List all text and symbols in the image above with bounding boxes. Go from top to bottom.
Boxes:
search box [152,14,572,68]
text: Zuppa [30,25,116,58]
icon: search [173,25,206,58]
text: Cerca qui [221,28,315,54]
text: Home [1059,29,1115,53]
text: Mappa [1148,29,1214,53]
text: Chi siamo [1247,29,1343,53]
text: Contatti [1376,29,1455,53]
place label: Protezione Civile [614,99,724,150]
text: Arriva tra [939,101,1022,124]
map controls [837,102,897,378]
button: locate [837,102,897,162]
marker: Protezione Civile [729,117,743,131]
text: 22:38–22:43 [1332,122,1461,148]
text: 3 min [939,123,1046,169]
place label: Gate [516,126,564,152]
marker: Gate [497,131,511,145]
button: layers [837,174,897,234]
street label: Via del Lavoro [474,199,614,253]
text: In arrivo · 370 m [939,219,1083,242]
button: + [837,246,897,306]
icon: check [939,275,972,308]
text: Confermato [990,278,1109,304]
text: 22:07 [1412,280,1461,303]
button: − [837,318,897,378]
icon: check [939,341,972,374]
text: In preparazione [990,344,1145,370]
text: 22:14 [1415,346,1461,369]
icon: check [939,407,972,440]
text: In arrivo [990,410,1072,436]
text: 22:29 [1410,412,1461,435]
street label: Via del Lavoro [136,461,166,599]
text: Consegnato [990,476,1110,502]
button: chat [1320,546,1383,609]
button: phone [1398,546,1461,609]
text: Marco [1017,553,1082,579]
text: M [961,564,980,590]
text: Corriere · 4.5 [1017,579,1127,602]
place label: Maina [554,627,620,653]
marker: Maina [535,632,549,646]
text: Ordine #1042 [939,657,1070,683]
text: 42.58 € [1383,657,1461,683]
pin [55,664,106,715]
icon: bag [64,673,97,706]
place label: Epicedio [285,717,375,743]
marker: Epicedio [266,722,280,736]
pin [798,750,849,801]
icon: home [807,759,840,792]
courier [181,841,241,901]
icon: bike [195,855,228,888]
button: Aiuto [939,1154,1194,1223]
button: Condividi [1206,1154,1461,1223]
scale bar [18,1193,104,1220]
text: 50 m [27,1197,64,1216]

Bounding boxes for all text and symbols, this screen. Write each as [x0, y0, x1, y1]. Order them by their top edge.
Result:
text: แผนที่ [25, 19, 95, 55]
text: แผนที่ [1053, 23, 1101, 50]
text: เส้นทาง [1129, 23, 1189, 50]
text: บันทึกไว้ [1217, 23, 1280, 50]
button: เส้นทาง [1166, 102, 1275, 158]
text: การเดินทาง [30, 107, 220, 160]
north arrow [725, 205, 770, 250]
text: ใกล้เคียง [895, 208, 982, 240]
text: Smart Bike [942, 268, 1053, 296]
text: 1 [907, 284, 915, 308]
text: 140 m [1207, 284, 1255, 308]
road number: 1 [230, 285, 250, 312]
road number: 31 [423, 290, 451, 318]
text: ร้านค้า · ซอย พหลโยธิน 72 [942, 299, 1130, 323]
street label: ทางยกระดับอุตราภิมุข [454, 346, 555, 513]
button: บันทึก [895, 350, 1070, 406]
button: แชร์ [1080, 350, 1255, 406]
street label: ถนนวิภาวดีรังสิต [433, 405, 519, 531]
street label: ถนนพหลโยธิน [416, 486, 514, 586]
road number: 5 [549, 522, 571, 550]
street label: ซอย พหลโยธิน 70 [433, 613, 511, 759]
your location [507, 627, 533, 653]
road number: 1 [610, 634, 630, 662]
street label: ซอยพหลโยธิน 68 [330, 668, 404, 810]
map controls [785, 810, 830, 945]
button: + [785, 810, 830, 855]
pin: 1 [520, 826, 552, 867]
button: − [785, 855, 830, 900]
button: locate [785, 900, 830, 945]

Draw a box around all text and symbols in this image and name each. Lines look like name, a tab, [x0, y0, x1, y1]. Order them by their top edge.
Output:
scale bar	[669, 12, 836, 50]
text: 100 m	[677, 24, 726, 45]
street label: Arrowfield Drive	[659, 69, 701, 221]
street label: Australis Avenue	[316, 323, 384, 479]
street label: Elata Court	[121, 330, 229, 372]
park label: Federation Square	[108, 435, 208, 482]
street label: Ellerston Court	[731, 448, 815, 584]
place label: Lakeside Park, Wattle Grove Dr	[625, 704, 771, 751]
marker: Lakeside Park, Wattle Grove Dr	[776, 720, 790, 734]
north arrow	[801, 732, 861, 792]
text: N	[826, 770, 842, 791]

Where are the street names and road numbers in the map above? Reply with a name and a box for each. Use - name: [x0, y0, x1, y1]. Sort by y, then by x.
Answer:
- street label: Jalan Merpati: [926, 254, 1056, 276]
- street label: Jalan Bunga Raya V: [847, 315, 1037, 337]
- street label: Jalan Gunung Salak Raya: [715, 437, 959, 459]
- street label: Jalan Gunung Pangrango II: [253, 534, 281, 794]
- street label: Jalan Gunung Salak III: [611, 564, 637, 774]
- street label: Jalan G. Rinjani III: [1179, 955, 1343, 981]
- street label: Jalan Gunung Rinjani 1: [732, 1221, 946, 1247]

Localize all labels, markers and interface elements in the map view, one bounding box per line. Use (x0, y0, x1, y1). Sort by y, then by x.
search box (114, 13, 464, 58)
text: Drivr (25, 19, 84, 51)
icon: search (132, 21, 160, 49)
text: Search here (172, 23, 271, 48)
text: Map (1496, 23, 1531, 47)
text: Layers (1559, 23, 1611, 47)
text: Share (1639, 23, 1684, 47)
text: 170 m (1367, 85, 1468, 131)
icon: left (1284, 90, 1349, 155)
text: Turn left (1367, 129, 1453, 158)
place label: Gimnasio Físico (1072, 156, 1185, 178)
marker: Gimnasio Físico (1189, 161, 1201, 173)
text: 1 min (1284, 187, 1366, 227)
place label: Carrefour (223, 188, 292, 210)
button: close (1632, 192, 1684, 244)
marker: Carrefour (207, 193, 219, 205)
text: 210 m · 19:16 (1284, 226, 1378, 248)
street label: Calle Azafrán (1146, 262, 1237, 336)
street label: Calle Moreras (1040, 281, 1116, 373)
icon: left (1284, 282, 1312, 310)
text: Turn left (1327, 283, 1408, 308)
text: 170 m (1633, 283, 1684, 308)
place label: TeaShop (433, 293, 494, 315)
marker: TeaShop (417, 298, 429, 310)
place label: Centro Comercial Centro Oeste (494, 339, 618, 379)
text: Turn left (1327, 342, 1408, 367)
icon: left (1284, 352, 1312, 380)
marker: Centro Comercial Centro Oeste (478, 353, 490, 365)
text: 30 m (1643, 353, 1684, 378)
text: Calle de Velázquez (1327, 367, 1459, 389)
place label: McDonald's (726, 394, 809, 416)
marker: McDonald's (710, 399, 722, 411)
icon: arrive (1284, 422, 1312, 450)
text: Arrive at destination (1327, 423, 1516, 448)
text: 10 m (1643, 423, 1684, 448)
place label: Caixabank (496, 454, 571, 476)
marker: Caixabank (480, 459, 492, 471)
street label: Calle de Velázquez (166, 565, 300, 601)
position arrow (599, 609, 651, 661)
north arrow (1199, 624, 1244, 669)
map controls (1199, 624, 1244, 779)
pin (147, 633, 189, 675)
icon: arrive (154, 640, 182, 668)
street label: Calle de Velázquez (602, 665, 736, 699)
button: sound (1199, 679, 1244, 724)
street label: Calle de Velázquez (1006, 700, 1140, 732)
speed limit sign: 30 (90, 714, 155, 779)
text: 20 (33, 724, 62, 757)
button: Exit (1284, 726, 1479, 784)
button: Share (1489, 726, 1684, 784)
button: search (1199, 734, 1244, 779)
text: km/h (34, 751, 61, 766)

_PROBLEM TO WORK ON:_ Your answer must be the full listing, restated word for word.

_EXERCISE SOLUTION:_
List all text and symbols in the image above with bounding boxes. Go from top to bottom.
Boxes:
search box [152,14,572,68]
text: Zuppa [30,25,116,58]
icon: search [173,25,206,58]
text: Cerca qui [221,28,315,54]
text: Home [1059,29,1115,53]
text: Mappa [1148,29,1214,53]
text: Chi siamo [1247,29,1343,53]
text: Contatti [1376,29,1455,53]
place label: Protezione Civile [614,99,724,150]
text: Arriva tra [939,101,1022,124]
map controls [837,102,897,378]
button: locate [837,102,897,162]
marker: Protezione Civile [729,117,743,131]
text: 22:38–22:43 [1332,122,1461,148]
text: 3 min [939,123,1046,169]
place label: Gate [516,126,564,152]
marker: Gate [497,131,511,145]
button: layers [837,174,897,234]
street label: Via del Lavoro [474,199,614,253]
text: In arrivo · 370 m [939,219,1083,242]
button: + [837,246,897,306]
icon: check [939,275,972,308]
text: Confermato [990,278,1109,304]
text: 22:07 [1412,280,1461,303]
button: − [837,318,897,378]
icon: check [939,341,972,374]
text: In preparazione [990,344,1145,370]
text: 22:14 [1415,346,1461,369]
icon: check [939,407,972,440]
text: In arrivo [990,410,1072,436]
text: 22:29 [1410,412,1461,435]
street label: Via del Lavoro [136,461,166,599]
text: Consegnato [990,476,1110,502]
button: chat [1320,546,1383,609]
button: phone [1398,546,1461,609]
text: Marco [1017,553,1082,579]
text: M [961,564,980,590]
text: Corriere · 4.5 [1017,579,1127,602]
place label: Maina [554,627,620,653]
marker: Maina [535,632,549,646]
text: Ordine #1042 [939,657,1070,683]
text: 42.58 € [1383,657,1461,683]
pin [55,664,106,715]
icon: bag [64,673,97,706]
place label: Epicedio [285,717,375,743]
marker: Epicedio [266,722,280,736]
pin [798,750,849,801]
icon: home [807,759,840,792]
courier [181,841,241,901]
icon: bike [195,855,228,888]
button: Aiuto [939,1154,1194,1223]
button: Condividi [1206,1154,1461,1223]
scale bar [18,1193,104,1220]
text: 50 m [27,1197,64,1216]

Bounding boxes for all text and symbols, this screen. Write each as [x0, y0, x1, y1]. Order them by their top edge.
Result:
text: แผนที่ [25, 19, 95, 55]
text: แผนที่ [1053, 23, 1101, 50]
text: เส้นทาง [1129, 23, 1189, 50]
text: บันทึกไว้ [1217, 23, 1280, 50]
button: เส้นทาง [1166, 102, 1275, 158]
text: การเดินทาง [30, 107, 220, 160]
north arrow [725, 205, 770, 250]
text: ใกล้เคียง [895, 208, 982, 240]
text: Smart Bike [942, 268, 1053, 296]
text: 1 [907, 284, 915, 308]
text: 140 m [1207, 284, 1255, 308]
road number: 1 [230, 285, 250, 312]
road number: 31 [423, 290, 451, 318]
text: ร้านค้า · ซอย พหลโยธิน 72 [942, 299, 1130, 323]
street label: ทางยกระดับอุตราภิมุข [454, 346, 555, 513]
button: บันทึก [895, 350, 1070, 406]
button: แชร์ [1080, 350, 1255, 406]
street label: ถนนวิภาวดีรังสิต [433, 405, 519, 531]
street label: ถนนพหลโยธิน [416, 486, 514, 586]
road number: 5 [549, 522, 571, 550]
street label: ซอย พหลโยธิน 70 [433, 613, 511, 759]
your location [507, 627, 533, 653]
road number: 1 [610, 634, 630, 662]
street label: ซอยพหลโยธิน 68 [330, 668, 404, 810]
map controls [785, 810, 830, 945]
button: + [785, 810, 830, 855]
pin: 1 [520, 826, 552, 867]
button: − [785, 855, 830, 900]
button: locate [785, 900, 830, 945]

Draw a box around all text and symbols in this image and name each. Lines look like name, a tab, [x0, y0, x1, y1]. Order them by their top edge.
Output:
scale bar	[669, 12, 836, 50]
text: 100 m	[677, 24, 726, 45]
street label: Arrowfield Drive	[659, 69, 701, 221]
street label: Australis Avenue	[316, 323, 384, 479]
street label: Elata Court	[121, 330, 229, 372]
park label: Federation Square	[108, 435, 208, 482]
street label: Ellerston Court	[731, 448, 815, 584]
place label: Lakeside Park, Wattle Grove Dr	[625, 704, 771, 751]
marker: Lakeside Park, Wattle Grove Dr	[776, 720, 790, 734]
north arrow	[801, 732, 861, 792]
text: N	[826, 770, 842, 791]

Where are the street names and road numbers in the map above? Reply with a name and a box for each. Use - name: [x0, y0, x1, y1]. Sort by y, then by x.
Answer:
- street label: Jalan Merpati: [926, 254, 1056, 276]
- street label: Jalan Bunga Raya V: [847, 315, 1037, 337]
- street label: Jalan Gunung Salak Raya: [715, 437, 959, 459]
- street label: Jalan Gunung Pangrango II: [253, 534, 281, 794]
- street label: Jalan Gunung Salak III: [611, 564, 637, 774]
- street label: Jalan G. Rinjani III: [1179, 955, 1343, 981]
- street label: Jalan Gunung Rinjani 1: [732, 1221, 946, 1247]

Localize all labels, markers and interface elements in the map view, one bounding box per line. Use (x0, y0, x1, y1). Sort by y, then by x.
search box (114, 13, 464, 58)
text: Drivr (25, 19, 84, 51)
icon: search (132, 21, 160, 49)
text: Search here (172, 23, 271, 48)
text: Map (1496, 23, 1531, 47)
text: Layers (1559, 23, 1611, 47)
text: Share (1639, 23, 1684, 47)
text: 170 m (1367, 85, 1468, 131)
icon: left (1284, 90, 1349, 155)
text: Turn left (1367, 129, 1453, 158)
place label: Gimnasio Físico (1072, 156, 1185, 178)
marker: Gimnasio Físico (1189, 161, 1201, 173)
text: 1 min (1284, 187, 1366, 227)
place label: Carrefour (223, 188, 292, 210)
button: close (1632, 192, 1684, 244)
marker: Carrefour (207, 193, 219, 205)
text: 210 m · 19:16 (1284, 226, 1378, 248)
street label: Calle Azafrán (1146, 262, 1237, 336)
street label: Calle Moreras (1040, 281, 1116, 373)
icon: left (1284, 282, 1312, 310)
text: Turn left (1327, 283, 1408, 308)
text: 170 m (1633, 283, 1684, 308)
place label: TeaShop (433, 293, 494, 315)
marker: TeaShop (417, 298, 429, 310)
place label: Centro Comercial Centro Oeste (494, 339, 618, 379)
text: Turn left (1327, 342, 1408, 367)
icon: left (1284, 352, 1312, 380)
marker: Centro Comercial Centro Oeste (478, 353, 490, 365)
text: 30 m (1643, 353, 1684, 378)
text: Calle de Velázquez (1327, 367, 1459, 389)
place label: McDonald's (726, 394, 809, 416)
marker: McDonald's (710, 399, 722, 411)
icon: arrive (1284, 422, 1312, 450)
text: Arrive at destination (1327, 423, 1516, 448)
text: 10 m (1643, 423, 1684, 448)
place label: Caixabank (496, 454, 571, 476)
marker: Caixabank (480, 459, 492, 471)
street label: Calle de Velázquez (166, 565, 300, 601)
position arrow (599, 609, 651, 661)
north arrow (1199, 624, 1244, 669)
map controls (1199, 624, 1244, 779)
pin (147, 633, 189, 675)
icon: arrive (154, 640, 182, 668)
street label: Calle de Velázquez (602, 665, 736, 699)
button: sound (1199, 679, 1244, 724)
street label: Calle de Velázquez (1006, 700, 1140, 732)
speed limit sign: 30 (90, 714, 155, 779)
text: 20 (33, 724, 62, 757)
button: Exit (1284, 726, 1479, 784)
button: Share (1489, 726, 1684, 784)
button: search (1199, 734, 1244, 779)
text: km/h (34, 751, 61, 766)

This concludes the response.